How do you advertise this ?
Where have you been playing already that this is what you think usually happens ?

Re: Actual financial outlay for a session?

There are several sessions running for a long time in Philadelphia and the surrounding areas. I know for a fact that at least 2 of them pay the anchors (usually 2) $100 each as well as their drinks being comped. The musicians who come to play in addition to the anchors are also comped drinks (one pub puts a limit of 2 free drinks to each non-anchor musician). One of the pubs also gives the anchors a complimentary dinner from the regular menu which is a full dinner menu (not pub grub). The pubs I speak of here are both upscale restaurant/pubs with Irish-born owners with musical backgrounds who appreciate the sessions and will on occasion sit in to the sessions. The quality of the sessions is excellent, they are both welcoming to visiting musicans (and many "well-known" musicians often show up after gigs in the city to relax and share a few tunes) and the attendance at both is always strong.

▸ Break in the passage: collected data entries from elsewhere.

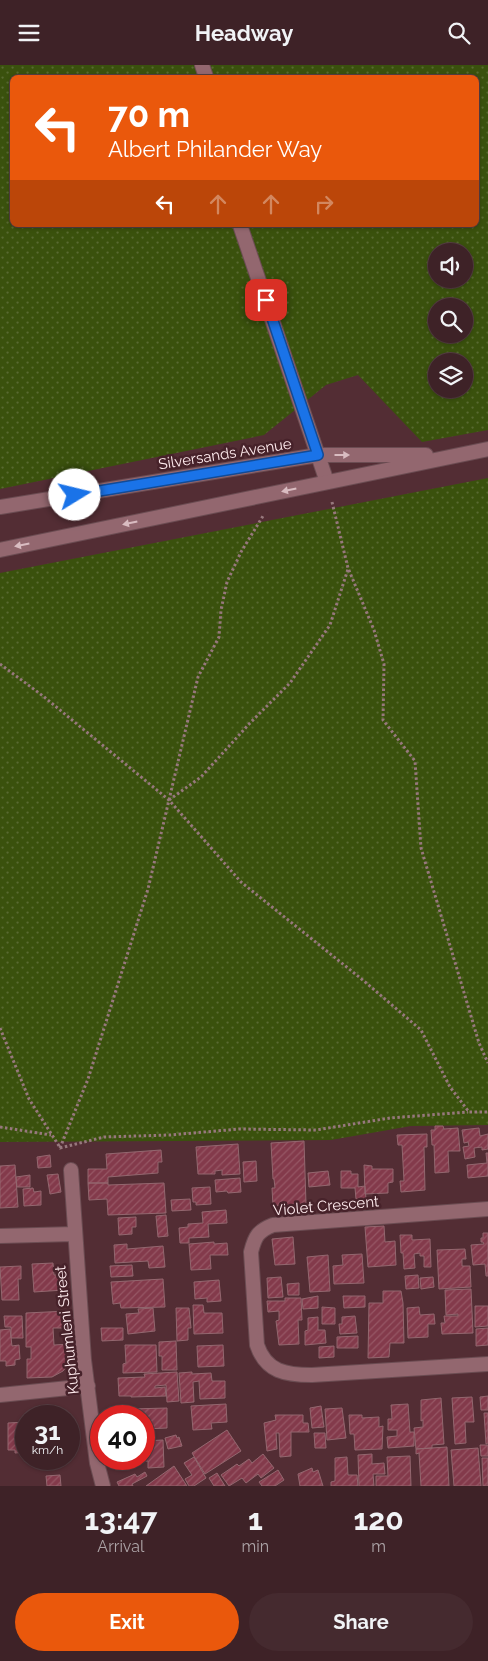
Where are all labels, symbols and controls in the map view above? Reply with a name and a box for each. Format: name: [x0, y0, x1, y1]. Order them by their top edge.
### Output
icon: menu: [15, 19, 43, 47]
icon: search: [445, 19, 473, 47]
text: Headway: [195, 20, 293, 46]
text: 70 m: [108, 94, 190, 135]
icon: left: [25, 95, 90, 160]
text: Albert Philander Way: [108, 136, 322, 162]
icon: left: [151, 190, 179, 218]
icon: ahead: [204, 190, 232, 218]
icon: ahead: [257, 190, 285, 218]
icon: right: [310, 190, 338, 218]
map controls: [428, 243, 473, 398]
button: sound: [428, 243, 473, 288]
pin: [245, 279, 287, 321]
icon: arrive: [252, 286, 280, 314]
button: search: [428, 298, 473, 343]
button: layers: [428, 353, 473, 398]
street label: Silversands Avenue: [157, 435, 293, 473]
one-way arrow: [334, 451, 350, 459]
position arrow: [48, 468, 100, 520]
one-way arrow: [281, 486, 296, 494]
one-way arrow: [122, 519, 137, 527]
one-way arrow: [14, 542, 30, 550]
street label: Violet Crescent: [272, 1192, 380, 1220]
street label: Kuphumleni Street: [51, 1265, 83, 1395]
speed limit sign: 40: [90, 1405, 155, 1470]
text: 31: [34, 1416, 61, 1446]
text: km/h: [32, 1443, 63, 1457]
text: 13:47: [84, 1502, 157, 1537]
text: 1: [248, 1502, 263, 1537]
text: 120: [353, 1502, 404, 1537]
text: Arrival: [97, 1537, 144, 1556]
text: min: [242, 1537, 269, 1556]
text: m: [371, 1537, 386, 1556]
button: Exit: [15, 1593, 239, 1651]
button: Share: [249, 1593, 473, 1651]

They are located about 20 miles apart, one in the center of the city and one in the suburbs. One is on a weekend afternoon and the other on a weeknight so there is obviously no competition between them. They draw musicians from all over the area, all ages, all instruments and all levels. I have heard that each of them has had visiting musicians who heard about said sessions from this website. One very important factor in their success is the consistency of the sessions in terms of quality. And they are true sessions with the interchange of tunes, the occasional song or recitation, an occasional set danced, spontaneous and unplanned. Neither of these would be considered a gig or a performance. To answer your question, I don’t think it is at all unreasonable to expect the anchors to be paid and the other musicians to be comped a reasonable amount of drink.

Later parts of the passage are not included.